東京に出てきて10数年たちました。
ずっと標準語でしゃべってきました。
なぜなら、職場で初めて、敬語やていねいな言葉を使うようになったので、それはすべて標準語でした。
故郷のことばで敬語をどう使うのか知りませんでした。
そして、仕事の忙しさとともに心の器もいっぱいになってしまい、これはいかんと仕事をやめました。

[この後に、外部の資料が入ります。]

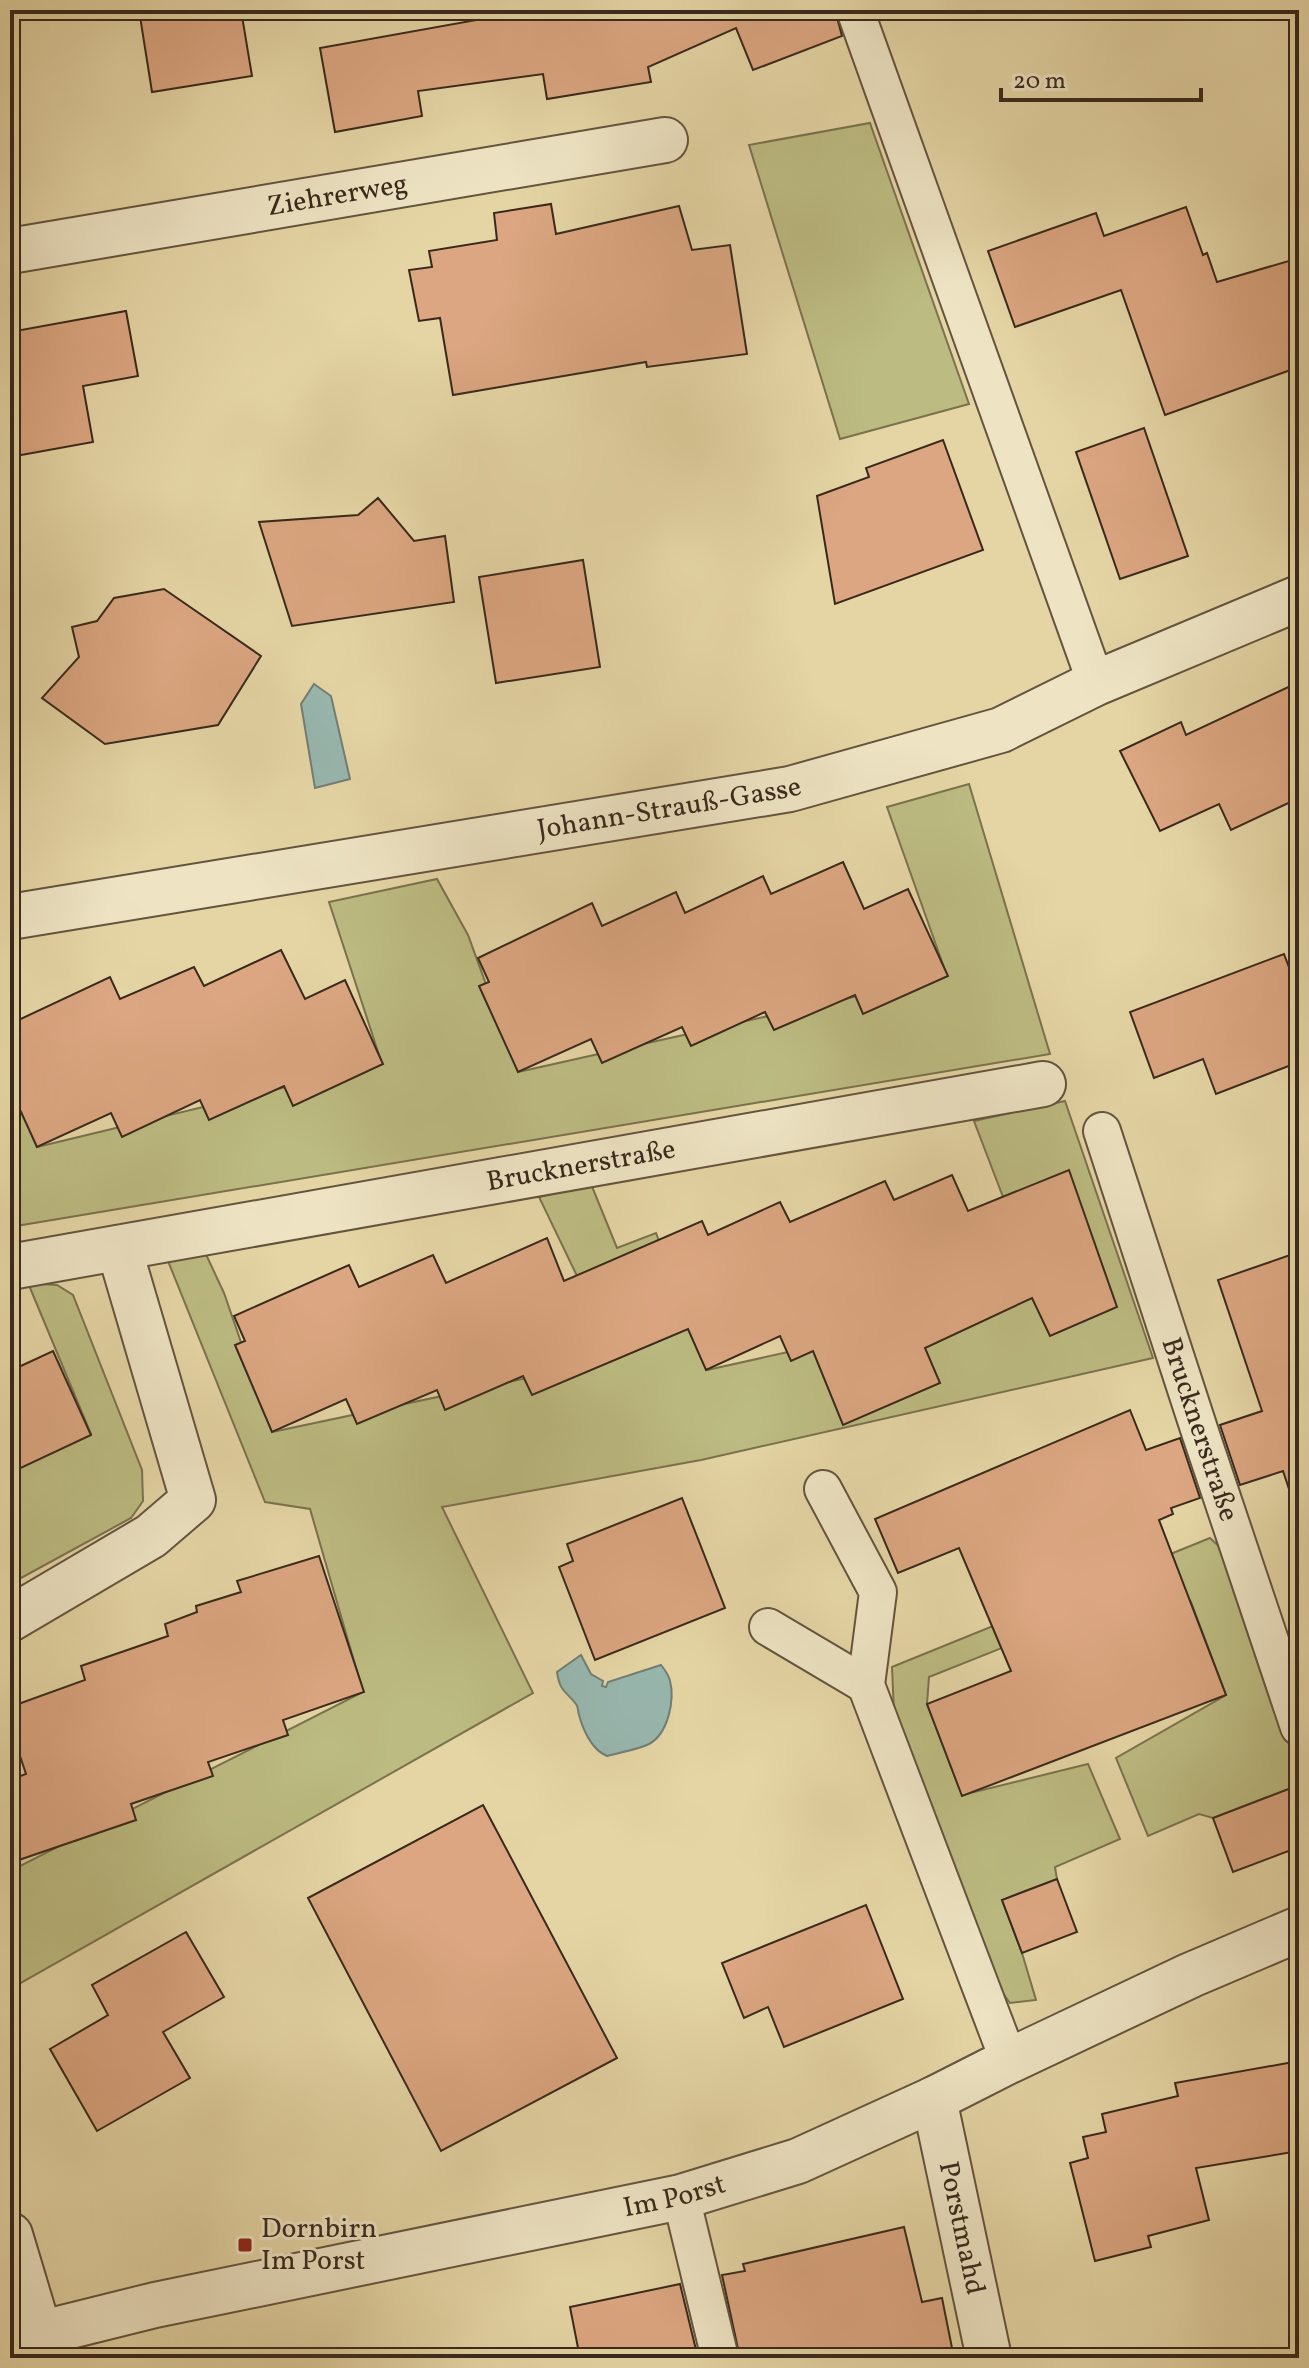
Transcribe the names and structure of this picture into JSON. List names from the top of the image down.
{
  "streets": {
    "street": [
      "Ziehrerweg",
      "Johann-Strauß-Gasse",
      "Brucknerstraße",
      "Im Porst",
      "Porstmahd"
    ]
  },
  "crossings": [
    ["Im Porst", "Porstmahd"]
  ],
  "places": {
    "transit": ["Dornbirn Im Porst"]
  },
  "scale_bar": "20 m"
}
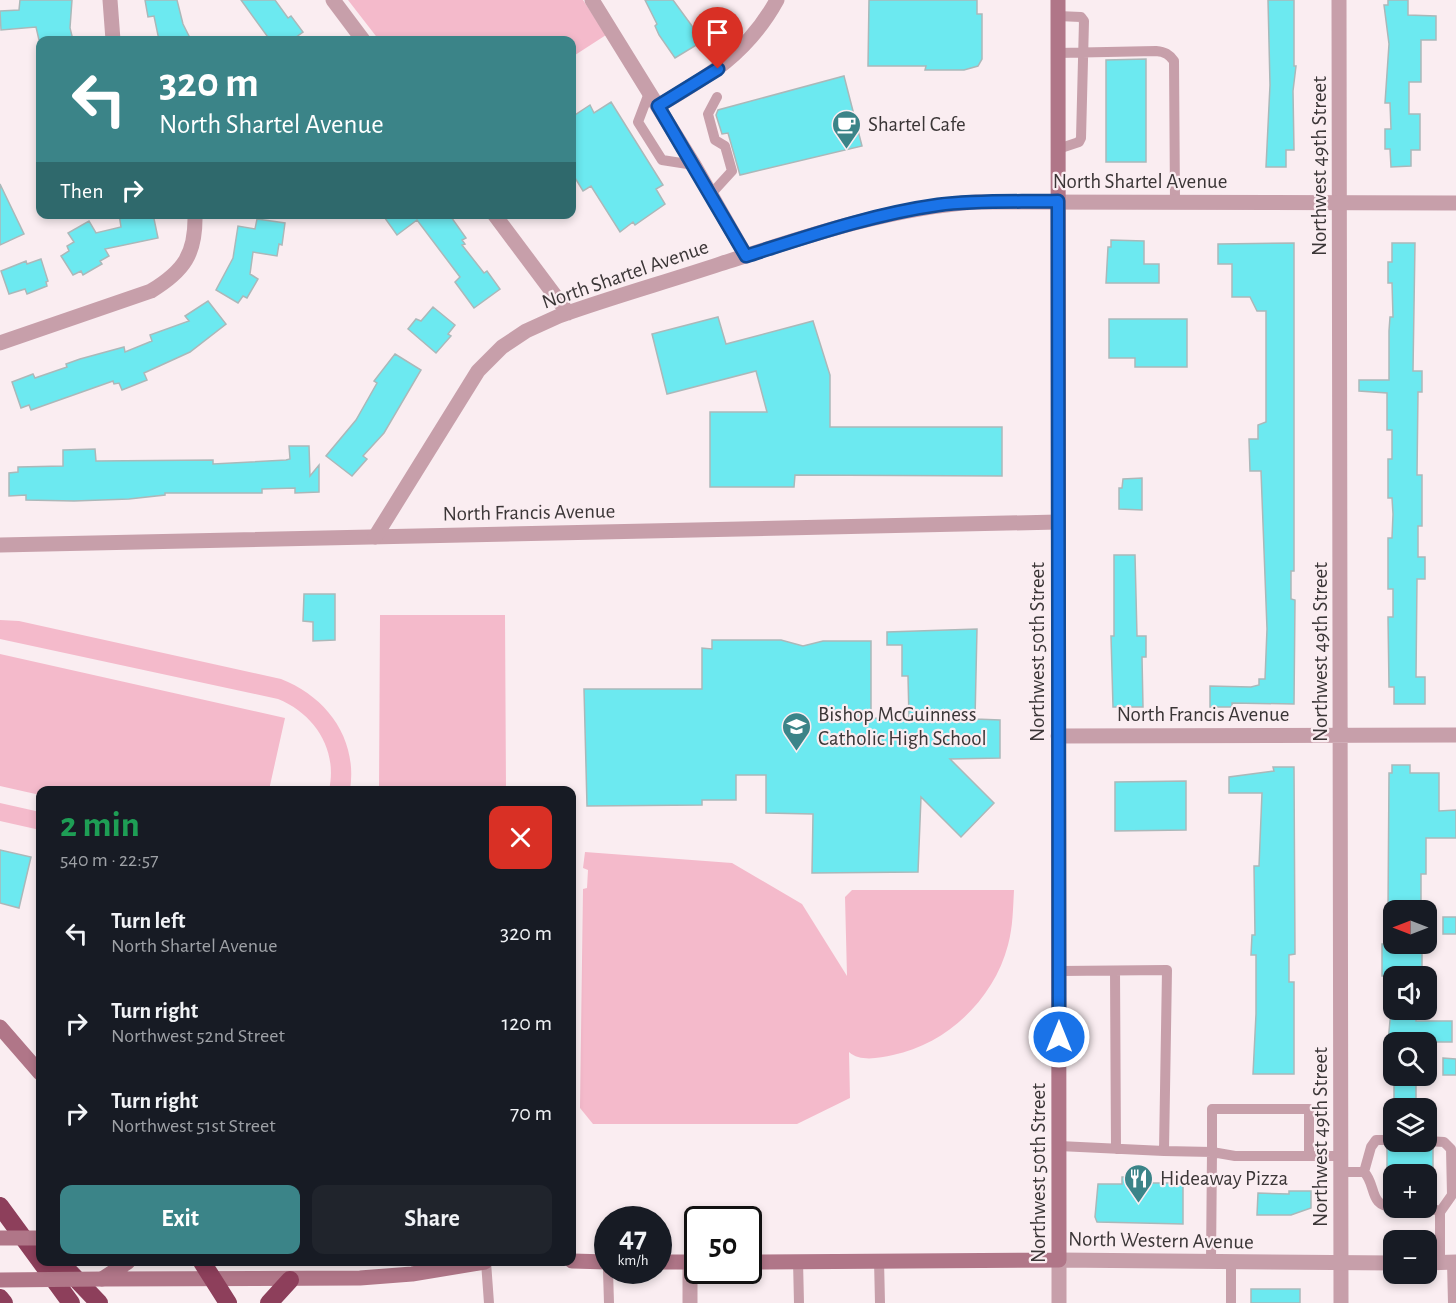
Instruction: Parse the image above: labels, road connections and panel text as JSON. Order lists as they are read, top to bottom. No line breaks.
{"streets":{"main road":["Northwest 50th Street","North Western Avenue"],"street":["Northwest 49th Street","North Shartel Avenue","North Francis Avenue"]},"crossings":[["Northwest 49th Street","North Shartel Avenue"],["Northwest 49th Street","North Francis Avenue"],["Northwest 49th Street","North Western Avenue"],["North Shartel Avenue","North Francis Avenue"],["North Shartel Avenue","Northwest 50th Street"],["North Francis Avenue","Northwest 50th Street"],["Northwest 50th Street","North Western Avenue"]],"places":{"cafe":["Shartel Cafe"],"school or university":["Bishop McGuinness Catholic High School"],"restaurant":["Hideaway Pizza"]},"north":"left","page":{"turn":["320 m","North Shartel Avenue"],"then":"Then","heading":["2 min","540 m · 22:57"],"list":[{"name":"Turn left","note":"North Shartel Avenue","value":"320 m"},{"name":"Turn right","note":"Northwest 52nd Street","value":"120 m"},{"name":"Turn right","note":"Northwest 51st Street","value":"70 m"}],"map_buttons":["+","−"],"buttons":["Exit","Share"],"speed":"47 km/h","limit":"50"}}
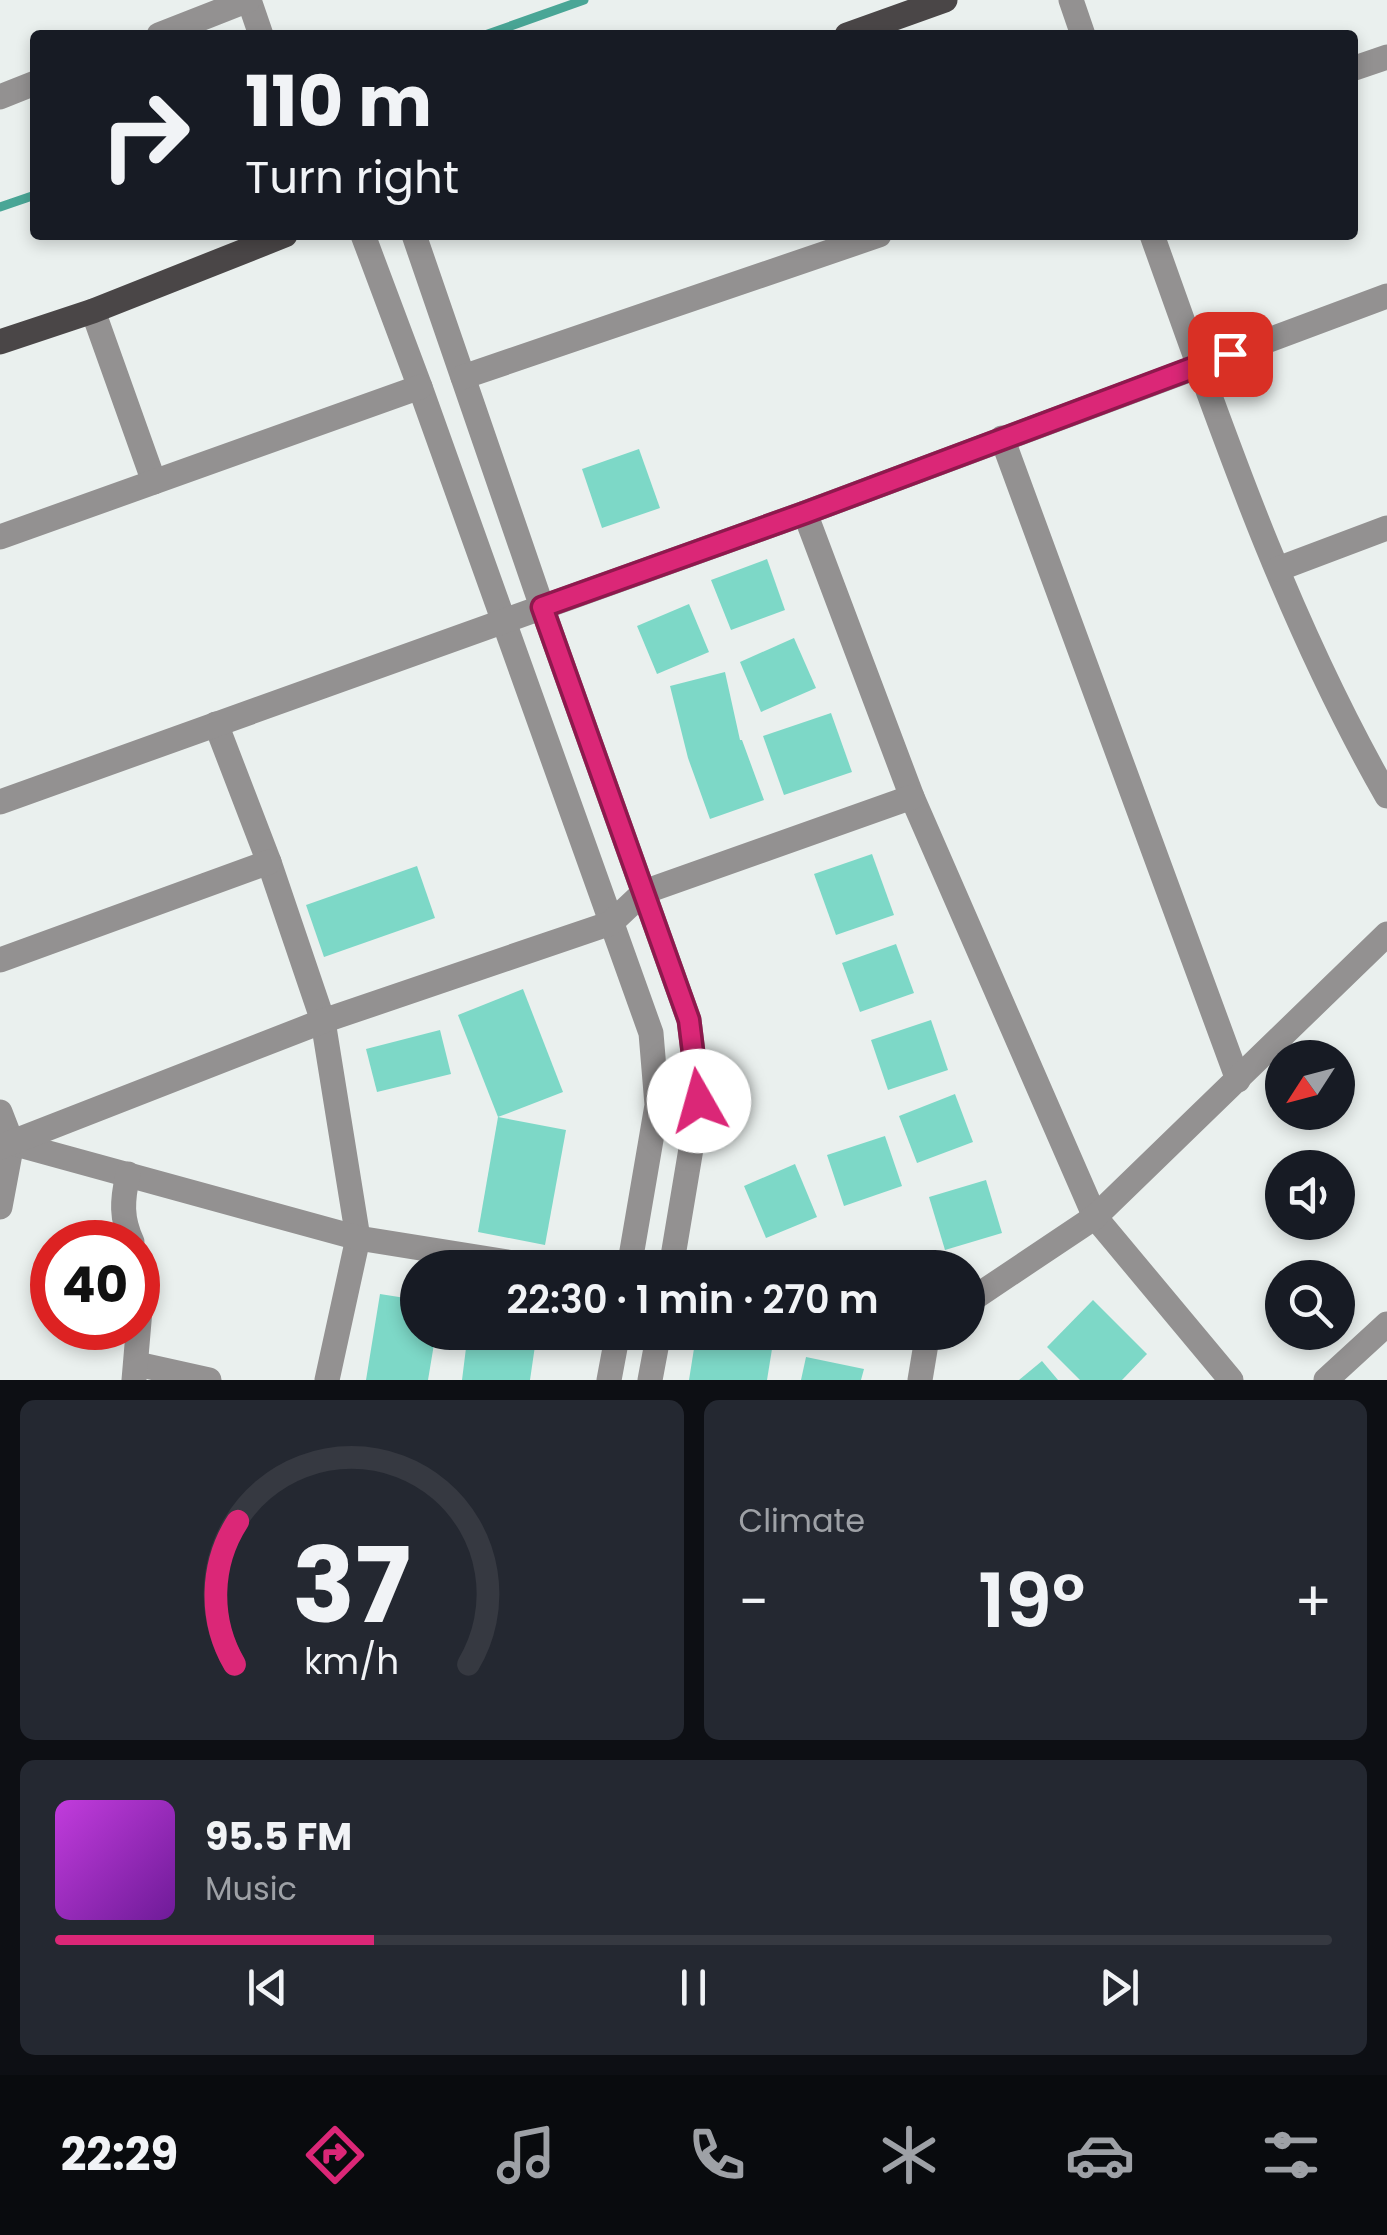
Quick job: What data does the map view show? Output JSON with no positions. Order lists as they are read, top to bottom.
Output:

子どもが生まれて、論理がまったくきかないワカランチンと、人間対人間のむきだしの生活をしていたある日、
「故郷のことばって、気持ちをのせやすい」
ということに気づきました。
「感情を言葉にのせる」
ことができるのです。
それは、標準語を話していたときは、できなかった感触でした。
標準語で育った人は、きっと難なくできるのでしょう。
そして、また故郷のことばをあえて使うようにしました。
そしたら、思っていることがぼんぼん言えて、
お腹にワインのオリみたいなものが、たまらなくなりました。
子どもが学校にあがって、初めましてな人と話す機会が増えました。
一瞬、
「またていねいな言葉がいる!」
と思いましたが、 あせらないあせらない。
「わたしはわたしの育ったことばが、いちばんいいコミュニケーションがとれる」
と唱えています。
そんなことを考えている夏休みです。